--- TASK TO CARRY OUT ---
Exact copies of all the lines below are needed, without the pictures.

+++ SOURCE MATERIAL

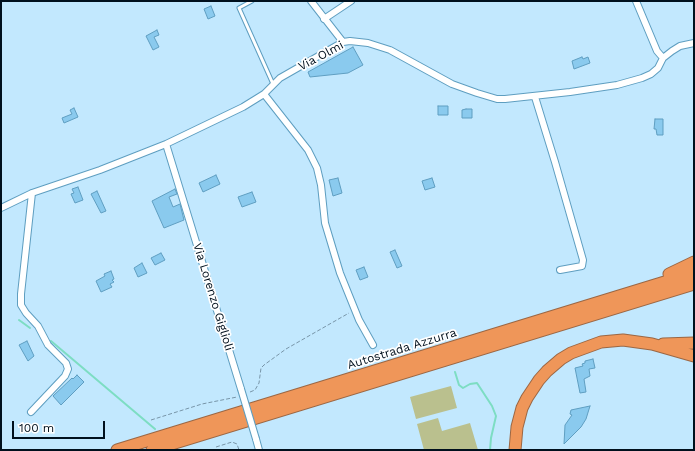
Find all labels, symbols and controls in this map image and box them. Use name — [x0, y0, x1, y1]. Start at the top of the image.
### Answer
street label: Via Olmi — [296, 38, 346, 74]
street label: Via Lorenzo Giglioli — [190, 241, 236, 353]
street label: Autostrada Azzurra — [346, 326, 458, 372]
scale bar — [14, 413, 107, 439]
text: 100 m — [19, 421, 54, 435]

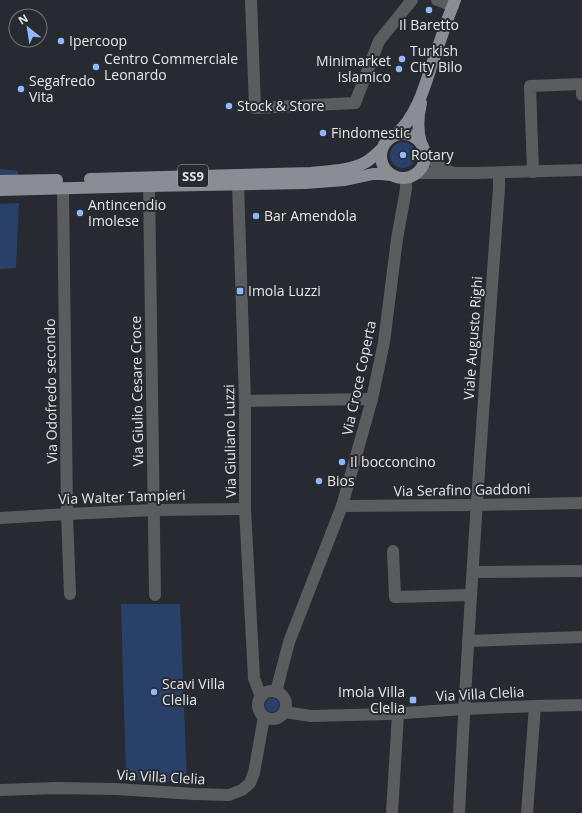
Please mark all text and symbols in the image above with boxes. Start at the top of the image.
marker: Il Baretto [424,5,434,15]
north arrow [8,8,48,48]
text: N [15,10,30,28]
place label: Il Baretto [399,15,459,34]
place label: Ipercoop [69,31,127,50]
marker: Ipercoop [56,36,66,46]
place label: Turkish City Bilo [410,41,463,76]
place label: Centro Commerciale Leonardo [104,49,238,84]
place label: Minimarket islamico [316,51,391,86]
marker: Turkish City Bilo [397,54,407,64]
marker: Centro Commerciale Leonardo [91,62,101,72]
marker: Minimarket islamico [394,64,404,74]
place label: Segafredo Vita [29,71,95,106]
marker: Segafredo Vita [16,84,26,94]
place label: Stock & Store [237,96,324,115]
marker: Stock & Store [224,101,234,111]
place label: Findomestic [331,123,410,142]
marker: Findomestic [318,128,328,138]
place label: Rotary [411,145,455,164]
marker: Rotary [398,150,408,160]
road number: SS9 [178,165,208,187]
place label: Antincendio Imolese [88,195,166,230]
place label: Bar Amendola [264,206,357,225]
marker: Antincendio Imolese [75,208,85,218]
marker: Bar Amendola [251,211,261,221]
street label: Viale Augusto Righi [459,275,486,400]
place label: Imola Luzzi [248,281,321,300]
marker: Imola Luzzi [235,286,245,296]
street label: Via Giulio Cesare Croce [126,315,147,466]
street label: Via Odofredo secondo [40,318,61,464]
street label: Via Croce Coperta [337,319,380,437]
street label: Via Giuliano Luzzi [219,384,240,498]
place label: Il bocconcino [350,452,436,471]
marker: Il bocconcino [337,457,347,467]
place label: Bios [327,471,355,490]
marker: Bios [314,476,324,486]
street label: Via Serafino Gaddoni [393,479,531,500]
street label: Via Walter Tampieri [58,485,186,508]
place label: Scavi Villa Clelia [162,674,225,709]
place label: Imola Villa Clelia [338,682,405,717]
street label: Via Villa Clelia [435,682,525,705]
marker: Scavi Villa Clelia [149,687,159,697]
marker: Imola Villa Clelia [408,695,418,705]
street label: Via Villa Clelia [116,765,206,788]

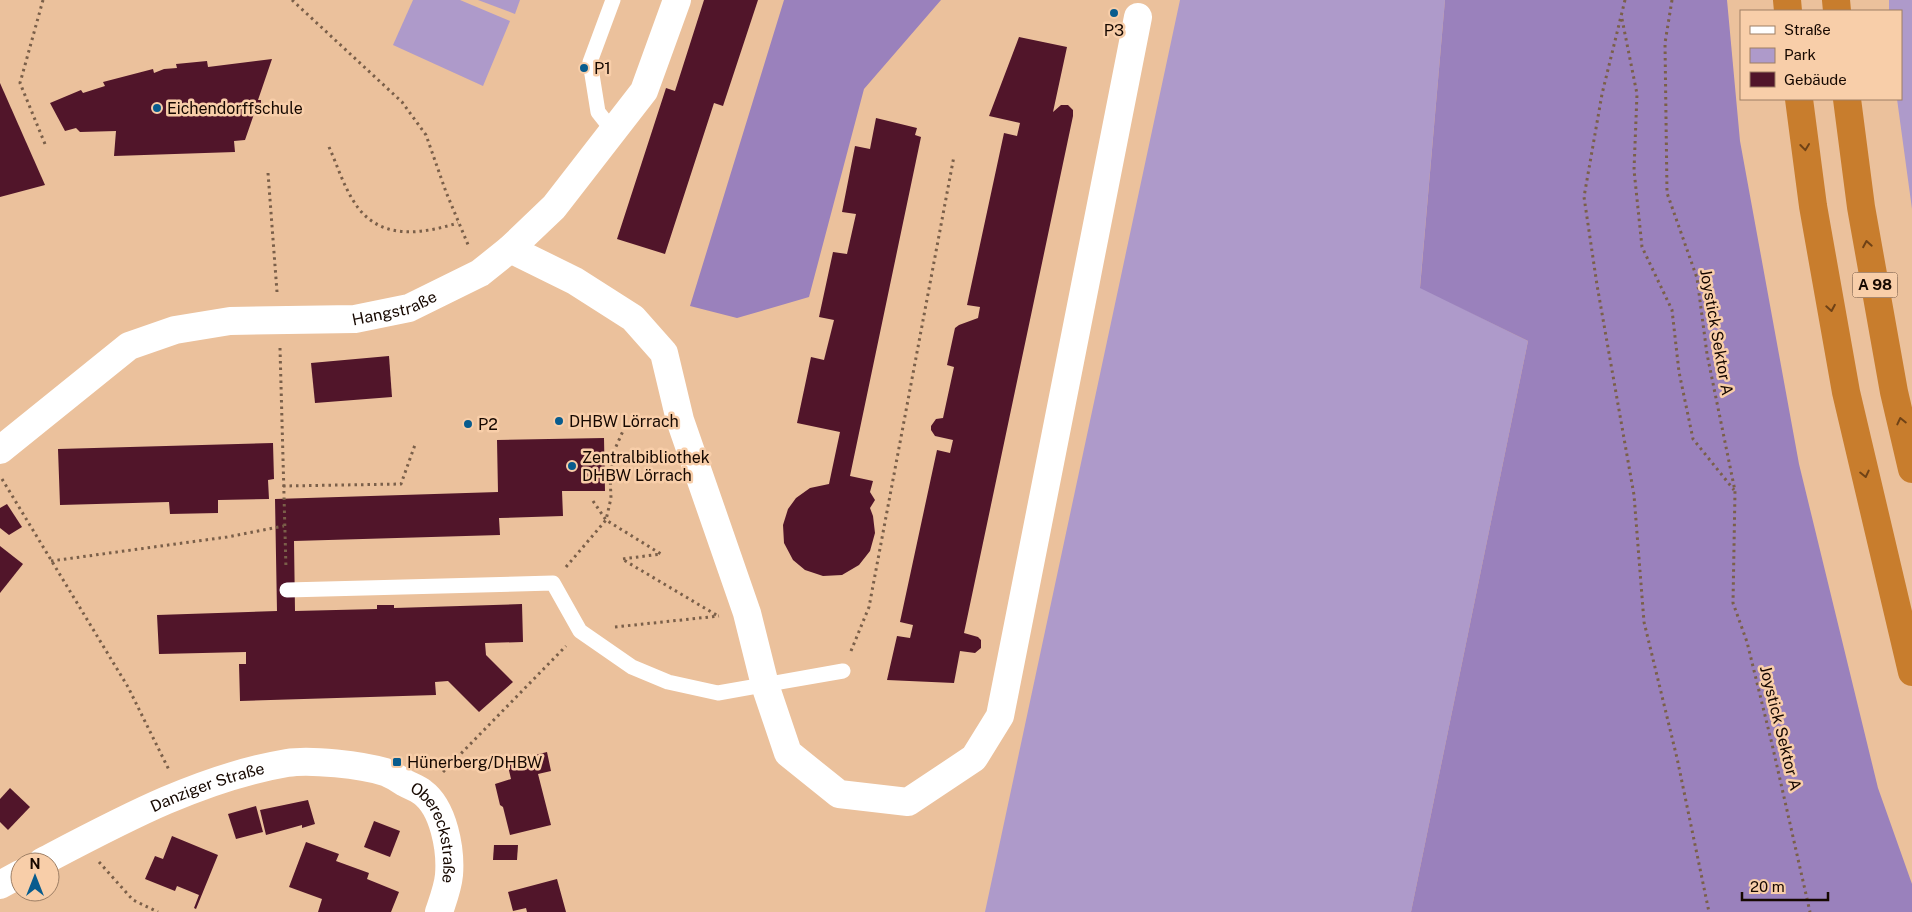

++++++

--- THE ANSWER ---
Find all labels, symbols and controls in this map image and box them. Use name — [x0, y0, x1, y1]. Start at the top of the image.
### Answer
street label: Via Olmi — [296, 38, 346, 74]
street label: Via Lorenzo Giglioli — [190, 241, 236, 353]
street label: Autostrada Azzurra — [346, 326, 458, 372]
scale bar — [14, 413, 107, 439]
text: 100 m — [19, 421, 54, 435]

Please mark all text and symbols in the image above with boxes. Start at the top of the image.
marker: Il Baretto [424,5,434,15]
north arrow [8,8,48,48]
text: N [15,10,30,28]
place label: Il Baretto [399,15,459,34]
place label: Ipercoop [69,31,127,50]
marker: Ipercoop [56,36,66,46]
place label: Turkish City Bilo [410,41,463,76]
place label: Centro Commerciale Leonardo [104,49,238,84]
place label: Minimarket islamico [316,51,391,86]
marker: Turkish City Bilo [397,54,407,64]
marker: Centro Commerciale Leonardo [91,62,101,72]
marker: Minimarket islamico [394,64,404,74]
place label: Segafredo Vita [29,71,95,106]
marker: Segafredo Vita [16,84,26,94]
place label: Stock & Store [237,96,324,115]
marker: Stock & Store [224,101,234,111]
place label: Findomestic [331,123,410,142]
marker: Findomestic [318,128,328,138]
place label: Rotary [411,145,455,164]
marker: Rotary [398,150,408,160]
road number: SS9 [178,165,208,187]
place label: Antincendio Imolese [88,195,166,230]
place label: Bar Amendola [264,206,357,225]
marker: Antincendio Imolese [75,208,85,218]
marker: Bar Amendola [251,211,261,221]
street label: Viale Augusto Righi [459,275,486,400]
place label: Imola Luzzi [248,281,321,300]
marker: Imola Luzzi [235,286,245,296]
street label: Via Giulio Cesare Croce [126,315,147,466]
street label: Via Odofredo secondo [40,318,61,464]
street label: Via Croce Coperta [337,319,380,437]
street label: Via Giuliano Luzzi [219,384,240,498]
place label: Il bocconcino [350,452,436,471]
marker: Il bocconcino [337,457,347,467]
place label: Bios [327,471,355,490]
marker: Bios [314,476,324,486]
street label: Via Serafino Gaddoni [393,479,531,500]
street label: Via Walter Tampieri [58,485,186,508]
place label: Scavi Villa Clelia [162,674,225,709]
place label: Imola Villa Clelia [338,682,405,717]
street label: Via Villa Clelia [435,682,525,705]
marker: Scavi Villa Clelia [149,687,159,697]
marker: Imola Villa Clelia [408,695,418,705]
street label: Via Villa Clelia [116,765,206,788]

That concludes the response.